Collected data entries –
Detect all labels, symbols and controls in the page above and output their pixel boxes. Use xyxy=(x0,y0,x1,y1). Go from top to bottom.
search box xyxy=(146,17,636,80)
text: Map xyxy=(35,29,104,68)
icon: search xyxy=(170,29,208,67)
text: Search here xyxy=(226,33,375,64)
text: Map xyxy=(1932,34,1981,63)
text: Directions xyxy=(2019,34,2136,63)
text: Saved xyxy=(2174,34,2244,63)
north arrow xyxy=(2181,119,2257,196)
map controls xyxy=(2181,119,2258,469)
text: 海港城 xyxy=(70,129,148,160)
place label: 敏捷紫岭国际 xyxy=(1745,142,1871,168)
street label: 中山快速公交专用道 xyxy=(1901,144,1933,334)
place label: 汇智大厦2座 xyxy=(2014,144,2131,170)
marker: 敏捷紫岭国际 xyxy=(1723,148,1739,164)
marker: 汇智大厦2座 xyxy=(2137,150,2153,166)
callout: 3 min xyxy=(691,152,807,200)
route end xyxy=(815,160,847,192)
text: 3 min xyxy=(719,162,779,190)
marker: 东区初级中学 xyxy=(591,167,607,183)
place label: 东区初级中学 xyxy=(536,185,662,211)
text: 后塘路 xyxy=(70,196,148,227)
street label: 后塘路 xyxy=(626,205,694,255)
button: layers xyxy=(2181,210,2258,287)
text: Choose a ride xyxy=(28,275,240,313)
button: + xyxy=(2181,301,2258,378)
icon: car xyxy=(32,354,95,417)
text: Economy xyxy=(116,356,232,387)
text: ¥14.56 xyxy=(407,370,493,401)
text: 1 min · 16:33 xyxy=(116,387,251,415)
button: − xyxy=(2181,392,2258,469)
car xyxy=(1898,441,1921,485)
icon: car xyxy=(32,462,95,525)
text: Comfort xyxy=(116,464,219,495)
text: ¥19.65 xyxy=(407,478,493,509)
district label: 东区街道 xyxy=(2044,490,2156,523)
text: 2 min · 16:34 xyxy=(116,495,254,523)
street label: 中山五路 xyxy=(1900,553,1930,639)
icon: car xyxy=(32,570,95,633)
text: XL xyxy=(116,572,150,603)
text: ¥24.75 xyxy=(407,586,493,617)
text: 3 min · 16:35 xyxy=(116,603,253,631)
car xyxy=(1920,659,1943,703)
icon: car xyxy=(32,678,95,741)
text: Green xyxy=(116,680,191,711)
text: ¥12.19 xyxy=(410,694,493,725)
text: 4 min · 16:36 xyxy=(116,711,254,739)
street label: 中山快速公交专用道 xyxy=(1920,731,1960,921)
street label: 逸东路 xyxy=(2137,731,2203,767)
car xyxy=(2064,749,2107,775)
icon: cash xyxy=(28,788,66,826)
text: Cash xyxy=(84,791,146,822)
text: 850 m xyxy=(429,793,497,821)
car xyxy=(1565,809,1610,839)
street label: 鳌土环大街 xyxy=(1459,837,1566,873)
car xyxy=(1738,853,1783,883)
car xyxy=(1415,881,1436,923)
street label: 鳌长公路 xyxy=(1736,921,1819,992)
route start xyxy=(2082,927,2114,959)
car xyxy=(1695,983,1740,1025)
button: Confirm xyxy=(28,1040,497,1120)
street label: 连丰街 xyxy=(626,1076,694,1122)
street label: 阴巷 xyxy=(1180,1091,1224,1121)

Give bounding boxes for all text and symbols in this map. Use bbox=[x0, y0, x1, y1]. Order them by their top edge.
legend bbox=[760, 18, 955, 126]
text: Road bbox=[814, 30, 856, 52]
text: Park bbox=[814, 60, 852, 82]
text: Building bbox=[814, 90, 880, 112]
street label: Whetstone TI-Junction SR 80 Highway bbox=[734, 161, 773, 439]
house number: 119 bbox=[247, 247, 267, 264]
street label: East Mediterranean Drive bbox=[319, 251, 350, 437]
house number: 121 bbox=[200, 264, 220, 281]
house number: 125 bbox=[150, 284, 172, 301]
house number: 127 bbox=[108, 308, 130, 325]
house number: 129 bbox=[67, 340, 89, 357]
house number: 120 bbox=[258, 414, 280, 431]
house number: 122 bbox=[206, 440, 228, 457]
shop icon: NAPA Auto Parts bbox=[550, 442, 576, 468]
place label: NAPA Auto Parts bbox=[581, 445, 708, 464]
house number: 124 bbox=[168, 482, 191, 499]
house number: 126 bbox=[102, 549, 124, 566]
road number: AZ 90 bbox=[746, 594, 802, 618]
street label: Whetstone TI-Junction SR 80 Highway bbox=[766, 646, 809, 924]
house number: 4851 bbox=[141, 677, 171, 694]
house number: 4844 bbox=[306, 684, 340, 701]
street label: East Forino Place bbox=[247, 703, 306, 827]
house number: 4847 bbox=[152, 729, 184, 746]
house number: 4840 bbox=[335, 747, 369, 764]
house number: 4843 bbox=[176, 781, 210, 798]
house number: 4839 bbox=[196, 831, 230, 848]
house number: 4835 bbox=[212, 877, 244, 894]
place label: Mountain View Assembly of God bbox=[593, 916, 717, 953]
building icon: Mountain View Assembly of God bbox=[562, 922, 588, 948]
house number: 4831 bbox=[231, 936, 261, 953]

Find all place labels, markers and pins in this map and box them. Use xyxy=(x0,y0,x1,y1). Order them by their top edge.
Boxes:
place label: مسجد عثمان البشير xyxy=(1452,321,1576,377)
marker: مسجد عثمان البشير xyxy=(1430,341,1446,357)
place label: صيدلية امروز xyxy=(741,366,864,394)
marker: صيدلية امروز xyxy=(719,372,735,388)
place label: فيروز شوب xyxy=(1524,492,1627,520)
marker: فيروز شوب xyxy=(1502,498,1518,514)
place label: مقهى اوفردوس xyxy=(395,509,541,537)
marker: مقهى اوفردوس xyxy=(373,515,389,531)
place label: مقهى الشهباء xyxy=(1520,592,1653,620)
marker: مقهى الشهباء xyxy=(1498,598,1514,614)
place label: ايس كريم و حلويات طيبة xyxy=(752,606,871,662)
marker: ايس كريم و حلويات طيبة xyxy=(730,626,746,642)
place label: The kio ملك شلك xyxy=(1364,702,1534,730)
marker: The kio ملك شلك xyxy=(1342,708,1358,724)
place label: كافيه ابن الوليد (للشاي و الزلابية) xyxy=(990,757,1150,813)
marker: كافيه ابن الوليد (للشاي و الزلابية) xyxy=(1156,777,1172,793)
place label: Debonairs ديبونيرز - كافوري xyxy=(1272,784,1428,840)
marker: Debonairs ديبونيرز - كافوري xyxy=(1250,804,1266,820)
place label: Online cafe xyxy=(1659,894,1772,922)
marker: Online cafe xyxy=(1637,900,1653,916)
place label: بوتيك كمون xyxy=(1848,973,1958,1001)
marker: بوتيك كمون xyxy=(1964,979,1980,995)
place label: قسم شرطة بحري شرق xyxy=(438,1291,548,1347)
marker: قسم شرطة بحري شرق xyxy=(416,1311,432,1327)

Task –
Each line above is to be restated exactly.

Task response –
Detect all labels, symbols and controls in the page above and output their pixel boxes. Use xyxy=(x0,y0,x1,y1). Go from top to bottom.
search box xyxy=(146,17,636,80)
text: Map xyxy=(35,29,104,68)
icon: search xyxy=(170,29,208,67)
text: Search here xyxy=(226,33,375,64)
text: Map xyxy=(1932,34,1981,63)
text: Directions xyxy=(2019,34,2136,63)
text: Saved xyxy=(2174,34,2244,63)
north arrow xyxy=(2181,119,2257,196)
map controls xyxy=(2181,119,2258,469)
text: 海港城 xyxy=(70,129,148,160)
place label: 敏捷紫岭国际 xyxy=(1745,142,1871,168)
street label: 中山快速公交专用道 xyxy=(1901,144,1933,334)
place label: 汇智大厦2座 xyxy=(2014,144,2131,170)
marker: 敏捷紫岭国际 xyxy=(1723,148,1739,164)
marker: 汇智大厦2座 xyxy=(2137,150,2153,166)
callout: 3 min xyxy=(691,152,807,200)
route end xyxy=(815,160,847,192)
text: 3 min xyxy=(719,162,779,190)
marker: 东区初级中学 xyxy=(591,167,607,183)
place label: 东区初级中学 xyxy=(536,185,662,211)
text: 后塘路 xyxy=(70,196,148,227)
street label: 后塘路 xyxy=(626,205,694,255)
button: layers xyxy=(2181,210,2258,287)
text: Choose a ride xyxy=(28,275,240,313)
button: + xyxy=(2181,301,2258,378)
icon: car xyxy=(32,354,95,417)
text: Economy xyxy=(116,356,232,387)
text: ¥14.56 xyxy=(407,370,493,401)
text: 1 min · 16:33 xyxy=(116,387,251,415)
button: − xyxy=(2181,392,2258,469)
car xyxy=(1898,441,1921,485)
icon: car xyxy=(32,462,95,525)
text: Comfort xyxy=(116,464,219,495)
text: ¥19.65 xyxy=(407,478,493,509)
district label: 东区街道 xyxy=(2044,490,2156,523)
text: 2 min · 16:34 xyxy=(116,495,254,523)
street label: 中山五路 xyxy=(1900,553,1930,639)
icon: car xyxy=(32,570,95,633)
text: XL xyxy=(116,572,150,603)
text: ¥24.75 xyxy=(407,586,493,617)
text: 3 min · 16:35 xyxy=(116,603,253,631)
car xyxy=(1920,659,1943,703)
icon: car xyxy=(32,678,95,741)
text: Green xyxy=(116,680,191,711)
text: ¥12.19 xyxy=(410,694,493,725)
text: 4 min · 16:36 xyxy=(116,711,254,739)
street label: 中山快速公交专用道 xyxy=(1920,731,1960,921)
street label: 逸东路 xyxy=(2137,731,2203,767)
car xyxy=(2064,749,2107,775)
icon: cash xyxy=(28,788,66,826)
text: Cash xyxy=(84,791,146,822)
text: 850 m xyxy=(429,793,497,821)
car xyxy=(1565,809,1610,839)
street label: 鳌土环大街 xyxy=(1459,837,1566,873)
car xyxy=(1738,853,1783,883)
car xyxy=(1415,881,1436,923)
street label: 鳌长公路 xyxy=(1736,921,1819,992)
route start xyxy=(2082,927,2114,959)
car xyxy=(1695,983,1740,1025)
button: Confirm xyxy=(28,1040,497,1120)
street label: 连丰街 xyxy=(626,1076,694,1122)
street label: 阴巷 xyxy=(1180,1091,1224,1121)

Give bounding boxes for all text and symbols in this map. Use bbox=[x0, y0, x1, y1]. Order them by their top edge.
legend bbox=[760, 18, 955, 126]
text: Road bbox=[814, 30, 856, 52]
text: Park bbox=[814, 60, 852, 82]
text: Building bbox=[814, 90, 880, 112]
street label: Whetstone TI-Junction SR 80 Highway bbox=[734, 161, 773, 439]
house number: 119 bbox=[247, 247, 267, 264]
street label: East Mediterranean Drive bbox=[319, 251, 350, 437]
house number: 121 bbox=[200, 264, 220, 281]
house number: 125 bbox=[150, 284, 172, 301]
house number: 127 bbox=[108, 308, 130, 325]
house number: 129 bbox=[67, 340, 89, 357]
house number: 120 bbox=[258, 414, 280, 431]
house number: 122 bbox=[206, 440, 228, 457]
shop icon: NAPA Auto Parts bbox=[550, 442, 576, 468]
place label: NAPA Auto Parts bbox=[581, 445, 708, 464]
house number: 124 bbox=[168, 482, 191, 499]
house number: 126 bbox=[102, 549, 124, 566]
road number: AZ 90 bbox=[746, 594, 802, 618]
street label: Whetstone TI-Junction SR 80 Highway bbox=[766, 646, 809, 924]
house number: 4851 bbox=[141, 677, 171, 694]
house number: 4844 bbox=[306, 684, 340, 701]
street label: East Forino Place bbox=[247, 703, 306, 827]
house number: 4847 bbox=[152, 729, 184, 746]
house number: 4840 bbox=[335, 747, 369, 764]
house number: 4843 bbox=[176, 781, 210, 798]
house number: 4839 bbox=[196, 831, 230, 848]
house number: 4835 bbox=[212, 877, 244, 894]
place label: Mountain View Assembly of God bbox=[593, 916, 717, 953]
building icon: Mountain View Assembly of God bbox=[562, 922, 588, 948]
house number: 4831 bbox=[231, 936, 261, 953]

Find all place labels, markers and pins in this map and box them. Use xyxy=(x0,y0,x1,y1). Order them by their top edge.
Boxes:
place label: مسجد عثمان البشير xyxy=(1452,321,1576,377)
marker: مسجد عثمان البشير xyxy=(1430,341,1446,357)
place label: صيدلية امروز xyxy=(741,366,864,394)
marker: صيدلية امروز xyxy=(719,372,735,388)
place label: فيروز شوب xyxy=(1524,492,1627,520)
marker: فيروز شوب xyxy=(1502,498,1518,514)
place label: مقهى اوفردوس xyxy=(395,509,541,537)
marker: مقهى اوفردوس xyxy=(373,515,389,531)
place label: مقهى الشهباء xyxy=(1520,592,1653,620)
marker: مقهى الشهباء xyxy=(1498,598,1514,614)
place label: ايس كريم و حلويات طيبة xyxy=(752,606,871,662)
marker: ايس كريم و حلويات طيبة xyxy=(730,626,746,642)
place label: The kio ملك شلك xyxy=(1364,702,1534,730)
marker: The kio ملك شلك xyxy=(1342,708,1358,724)
place label: كافيه ابن الوليد (للشاي و الزلابية) xyxy=(990,757,1150,813)
marker: كافيه ابن الوليد (للشاي و الزلابية) xyxy=(1156,777,1172,793)
place label: Debonairs ديبونيرز - كافوري xyxy=(1272,784,1428,840)
marker: Debonairs ديبونيرز - كافوري xyxy=(1250,804,1266,820)
place label: Online cafe xyxy=(1659,894,1772,922)
marker: Online cafe xyxy=(1637,900,1653,916)
place label: بوتيك كمون xyxy=(1848,973,1958,1001)
marker: بوتيك كمون xyxy=(1964,979,1980,995)
place label: قسم شرطة بحري شرق xyxy=(438,1291,548,1347)
marker: قسم شرطة بحري شرق xyxy=(416,1311,432,1327)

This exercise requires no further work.